START MATERIAL TO PROCESS

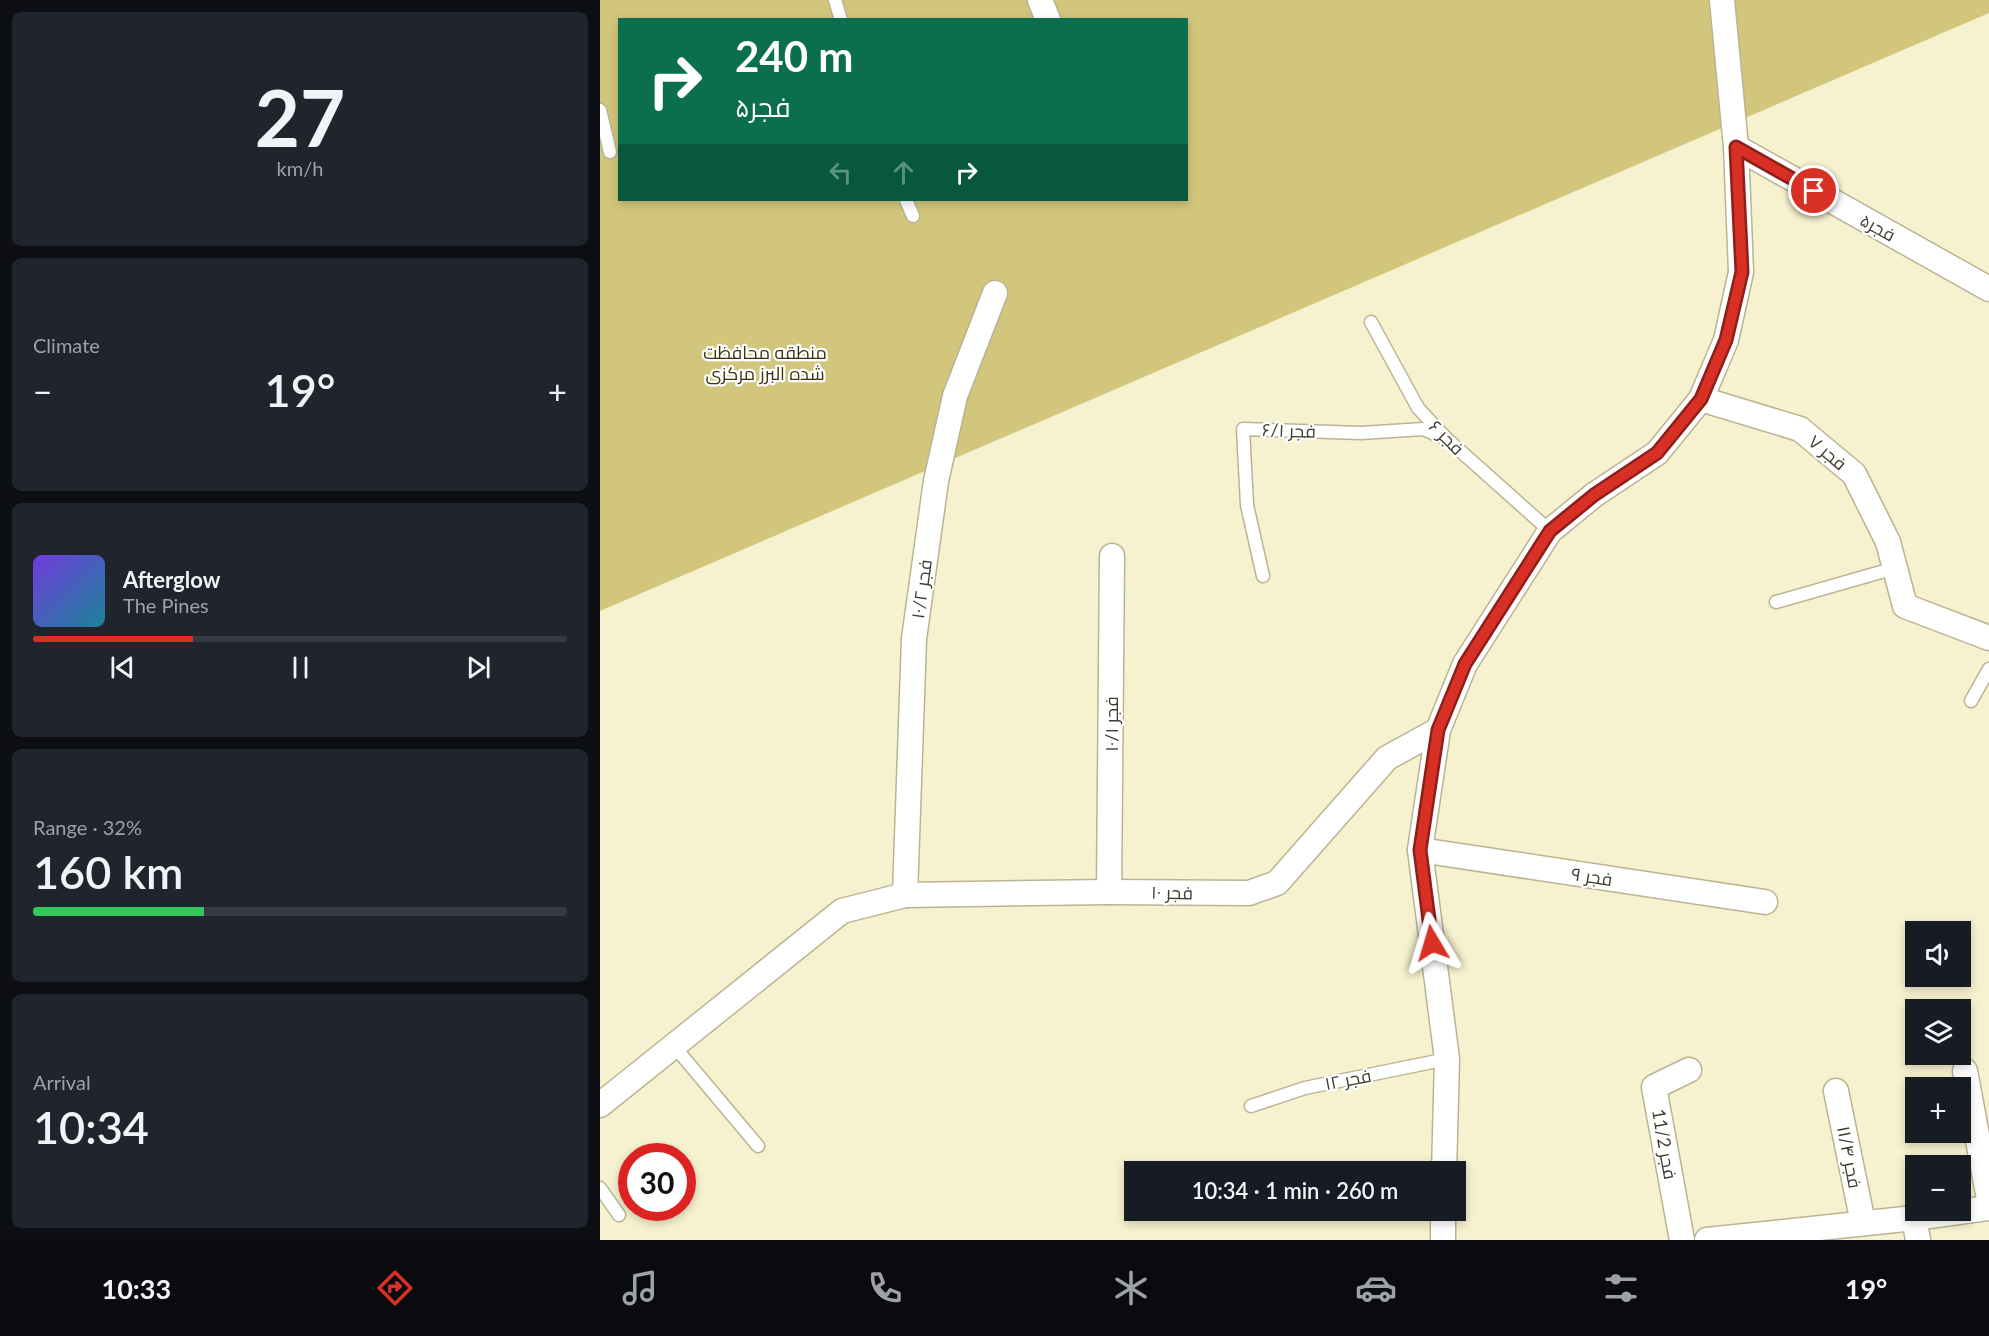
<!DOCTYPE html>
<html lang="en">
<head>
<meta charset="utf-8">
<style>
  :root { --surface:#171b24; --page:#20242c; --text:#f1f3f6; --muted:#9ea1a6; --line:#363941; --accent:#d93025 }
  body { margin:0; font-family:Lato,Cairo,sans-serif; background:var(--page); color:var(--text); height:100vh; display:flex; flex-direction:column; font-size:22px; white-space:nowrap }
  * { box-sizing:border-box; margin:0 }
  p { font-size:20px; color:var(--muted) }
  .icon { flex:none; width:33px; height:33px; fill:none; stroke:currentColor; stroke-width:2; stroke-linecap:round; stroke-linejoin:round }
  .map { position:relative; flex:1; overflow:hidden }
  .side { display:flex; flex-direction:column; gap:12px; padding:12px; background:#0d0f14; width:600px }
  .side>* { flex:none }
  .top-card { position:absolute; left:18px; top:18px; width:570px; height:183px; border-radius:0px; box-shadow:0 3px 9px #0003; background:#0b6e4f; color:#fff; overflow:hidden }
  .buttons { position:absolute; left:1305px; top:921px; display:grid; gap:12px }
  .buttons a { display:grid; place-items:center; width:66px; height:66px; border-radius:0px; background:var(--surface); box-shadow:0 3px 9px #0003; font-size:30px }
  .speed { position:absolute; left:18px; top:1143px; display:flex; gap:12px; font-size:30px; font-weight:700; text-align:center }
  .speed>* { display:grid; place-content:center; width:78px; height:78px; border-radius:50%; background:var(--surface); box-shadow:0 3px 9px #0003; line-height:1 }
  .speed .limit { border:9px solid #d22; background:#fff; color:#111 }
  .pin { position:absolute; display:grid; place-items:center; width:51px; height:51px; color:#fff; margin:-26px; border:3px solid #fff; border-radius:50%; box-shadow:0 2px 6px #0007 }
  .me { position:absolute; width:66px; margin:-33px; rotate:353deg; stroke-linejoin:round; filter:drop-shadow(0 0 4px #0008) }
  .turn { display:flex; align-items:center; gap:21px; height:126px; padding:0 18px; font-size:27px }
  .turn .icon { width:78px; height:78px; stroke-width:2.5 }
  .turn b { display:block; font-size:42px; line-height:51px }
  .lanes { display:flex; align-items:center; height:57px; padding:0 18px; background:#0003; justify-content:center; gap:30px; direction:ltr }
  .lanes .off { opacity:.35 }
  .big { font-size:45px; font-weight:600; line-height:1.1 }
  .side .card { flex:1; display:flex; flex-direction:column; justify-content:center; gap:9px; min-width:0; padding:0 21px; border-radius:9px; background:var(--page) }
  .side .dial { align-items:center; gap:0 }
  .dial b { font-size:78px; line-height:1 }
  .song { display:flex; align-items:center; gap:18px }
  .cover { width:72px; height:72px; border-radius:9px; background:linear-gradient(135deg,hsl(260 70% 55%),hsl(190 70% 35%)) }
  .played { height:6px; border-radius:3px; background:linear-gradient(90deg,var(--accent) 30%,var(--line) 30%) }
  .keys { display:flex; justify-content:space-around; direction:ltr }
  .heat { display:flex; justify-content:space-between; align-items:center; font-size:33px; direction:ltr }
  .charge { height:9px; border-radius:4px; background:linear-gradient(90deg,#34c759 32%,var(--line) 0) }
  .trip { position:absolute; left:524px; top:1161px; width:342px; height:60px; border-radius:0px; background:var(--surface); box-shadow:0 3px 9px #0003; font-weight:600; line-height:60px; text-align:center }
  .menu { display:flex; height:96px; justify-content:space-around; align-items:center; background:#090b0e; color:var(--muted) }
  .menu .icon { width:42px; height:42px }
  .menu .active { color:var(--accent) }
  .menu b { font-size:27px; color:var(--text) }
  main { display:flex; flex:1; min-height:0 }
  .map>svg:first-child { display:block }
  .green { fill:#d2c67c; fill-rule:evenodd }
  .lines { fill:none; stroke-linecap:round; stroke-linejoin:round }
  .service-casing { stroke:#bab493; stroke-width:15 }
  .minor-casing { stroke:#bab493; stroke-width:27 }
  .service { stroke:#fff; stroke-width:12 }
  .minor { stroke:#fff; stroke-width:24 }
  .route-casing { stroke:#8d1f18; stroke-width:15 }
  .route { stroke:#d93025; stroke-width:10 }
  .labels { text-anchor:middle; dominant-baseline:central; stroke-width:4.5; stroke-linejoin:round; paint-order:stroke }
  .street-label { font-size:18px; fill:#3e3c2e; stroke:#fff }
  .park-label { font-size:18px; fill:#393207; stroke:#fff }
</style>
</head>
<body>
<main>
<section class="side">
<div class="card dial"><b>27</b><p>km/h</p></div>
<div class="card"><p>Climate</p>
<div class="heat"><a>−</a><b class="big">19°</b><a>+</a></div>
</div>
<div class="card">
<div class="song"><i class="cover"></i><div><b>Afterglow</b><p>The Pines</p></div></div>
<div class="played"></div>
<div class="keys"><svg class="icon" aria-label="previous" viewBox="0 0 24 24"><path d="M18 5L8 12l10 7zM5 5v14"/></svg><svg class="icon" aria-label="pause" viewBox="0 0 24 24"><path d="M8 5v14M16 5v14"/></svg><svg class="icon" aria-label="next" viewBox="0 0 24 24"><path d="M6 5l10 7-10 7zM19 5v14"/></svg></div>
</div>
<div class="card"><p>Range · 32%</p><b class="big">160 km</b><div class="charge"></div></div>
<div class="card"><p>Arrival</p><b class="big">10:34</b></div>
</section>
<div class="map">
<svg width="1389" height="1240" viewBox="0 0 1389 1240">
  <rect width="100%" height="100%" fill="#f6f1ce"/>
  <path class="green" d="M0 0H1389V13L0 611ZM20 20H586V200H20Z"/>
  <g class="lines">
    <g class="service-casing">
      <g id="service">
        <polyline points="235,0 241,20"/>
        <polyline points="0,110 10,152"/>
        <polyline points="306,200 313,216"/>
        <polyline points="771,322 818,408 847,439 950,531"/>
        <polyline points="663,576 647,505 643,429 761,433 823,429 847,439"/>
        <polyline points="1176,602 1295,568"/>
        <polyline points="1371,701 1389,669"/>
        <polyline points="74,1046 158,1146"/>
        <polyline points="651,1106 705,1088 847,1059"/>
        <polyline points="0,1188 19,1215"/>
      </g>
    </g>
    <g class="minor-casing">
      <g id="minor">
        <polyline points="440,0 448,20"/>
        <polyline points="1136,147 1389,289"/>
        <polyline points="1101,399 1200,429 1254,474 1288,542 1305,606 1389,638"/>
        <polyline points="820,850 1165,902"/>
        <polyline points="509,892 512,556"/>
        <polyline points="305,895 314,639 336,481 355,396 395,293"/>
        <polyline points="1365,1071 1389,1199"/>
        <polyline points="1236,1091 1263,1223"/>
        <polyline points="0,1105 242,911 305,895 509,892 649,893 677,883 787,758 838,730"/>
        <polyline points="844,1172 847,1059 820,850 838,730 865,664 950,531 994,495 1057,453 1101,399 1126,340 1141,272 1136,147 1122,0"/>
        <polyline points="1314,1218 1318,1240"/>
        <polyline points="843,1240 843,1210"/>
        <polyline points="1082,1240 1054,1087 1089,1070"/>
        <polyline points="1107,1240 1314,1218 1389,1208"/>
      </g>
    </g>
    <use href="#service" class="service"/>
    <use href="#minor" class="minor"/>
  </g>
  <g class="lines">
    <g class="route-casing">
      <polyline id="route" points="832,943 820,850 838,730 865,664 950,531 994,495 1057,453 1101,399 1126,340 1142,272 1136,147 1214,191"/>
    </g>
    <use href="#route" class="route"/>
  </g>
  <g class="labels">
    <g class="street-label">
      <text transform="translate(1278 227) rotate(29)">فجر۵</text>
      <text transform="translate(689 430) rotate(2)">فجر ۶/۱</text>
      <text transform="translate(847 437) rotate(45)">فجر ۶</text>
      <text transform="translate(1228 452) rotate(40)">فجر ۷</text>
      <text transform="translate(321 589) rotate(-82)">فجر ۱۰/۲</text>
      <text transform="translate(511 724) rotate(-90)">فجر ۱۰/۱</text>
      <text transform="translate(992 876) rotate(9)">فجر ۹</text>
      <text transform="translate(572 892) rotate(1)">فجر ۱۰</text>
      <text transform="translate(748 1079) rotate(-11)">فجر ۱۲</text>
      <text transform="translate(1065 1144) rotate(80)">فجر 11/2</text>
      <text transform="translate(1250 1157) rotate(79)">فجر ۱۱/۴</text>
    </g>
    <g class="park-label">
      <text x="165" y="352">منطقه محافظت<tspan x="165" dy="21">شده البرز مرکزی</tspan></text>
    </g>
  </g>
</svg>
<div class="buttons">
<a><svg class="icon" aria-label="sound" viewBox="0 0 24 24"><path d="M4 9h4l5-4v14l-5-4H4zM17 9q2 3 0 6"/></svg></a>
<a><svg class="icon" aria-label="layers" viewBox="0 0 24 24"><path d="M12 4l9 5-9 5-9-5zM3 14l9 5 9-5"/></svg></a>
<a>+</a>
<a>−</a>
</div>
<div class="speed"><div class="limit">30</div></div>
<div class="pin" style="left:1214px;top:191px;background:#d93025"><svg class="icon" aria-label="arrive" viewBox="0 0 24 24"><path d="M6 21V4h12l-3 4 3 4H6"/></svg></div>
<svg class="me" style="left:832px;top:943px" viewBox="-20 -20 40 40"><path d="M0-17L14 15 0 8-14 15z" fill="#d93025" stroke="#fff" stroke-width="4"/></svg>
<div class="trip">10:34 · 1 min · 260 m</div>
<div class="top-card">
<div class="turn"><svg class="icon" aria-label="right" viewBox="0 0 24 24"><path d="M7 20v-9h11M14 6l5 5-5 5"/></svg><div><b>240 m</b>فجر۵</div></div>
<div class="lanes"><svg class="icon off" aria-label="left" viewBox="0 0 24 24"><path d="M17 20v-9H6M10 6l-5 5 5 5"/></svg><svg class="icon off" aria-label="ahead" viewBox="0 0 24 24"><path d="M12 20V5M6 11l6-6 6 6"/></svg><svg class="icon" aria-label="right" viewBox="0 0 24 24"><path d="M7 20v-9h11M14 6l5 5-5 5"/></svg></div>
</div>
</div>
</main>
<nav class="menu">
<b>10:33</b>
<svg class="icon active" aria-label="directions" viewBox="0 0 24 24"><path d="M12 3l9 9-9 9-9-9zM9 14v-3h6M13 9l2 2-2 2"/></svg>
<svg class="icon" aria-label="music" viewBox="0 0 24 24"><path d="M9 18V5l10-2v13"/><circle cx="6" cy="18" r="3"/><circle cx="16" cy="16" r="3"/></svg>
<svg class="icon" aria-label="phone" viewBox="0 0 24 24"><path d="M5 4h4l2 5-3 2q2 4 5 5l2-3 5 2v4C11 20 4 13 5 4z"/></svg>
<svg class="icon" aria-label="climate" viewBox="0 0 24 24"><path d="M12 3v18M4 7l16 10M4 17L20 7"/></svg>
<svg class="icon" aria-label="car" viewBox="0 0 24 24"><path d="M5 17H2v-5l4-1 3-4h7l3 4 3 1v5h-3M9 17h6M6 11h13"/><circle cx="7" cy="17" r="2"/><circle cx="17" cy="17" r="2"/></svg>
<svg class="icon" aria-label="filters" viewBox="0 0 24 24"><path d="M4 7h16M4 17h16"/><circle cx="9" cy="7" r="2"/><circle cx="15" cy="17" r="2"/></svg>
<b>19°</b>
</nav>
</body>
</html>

END MATERIAL TO PROCESS

▸ **YOUR ASSIGNMENT**:
In the records above, find each line that holds the word "linecap"; copy all such lines.

▸ **WRITTEN RESPONSE**:
  .icon { flex:none; width:33px; height:33px; fill:none; stroke:currentColor; stroke-width:2; stroke-linecap:round; stroke-linejoin:round }
  .lines { fill:none; stroke-linecap:round; stroke-linejoin:round }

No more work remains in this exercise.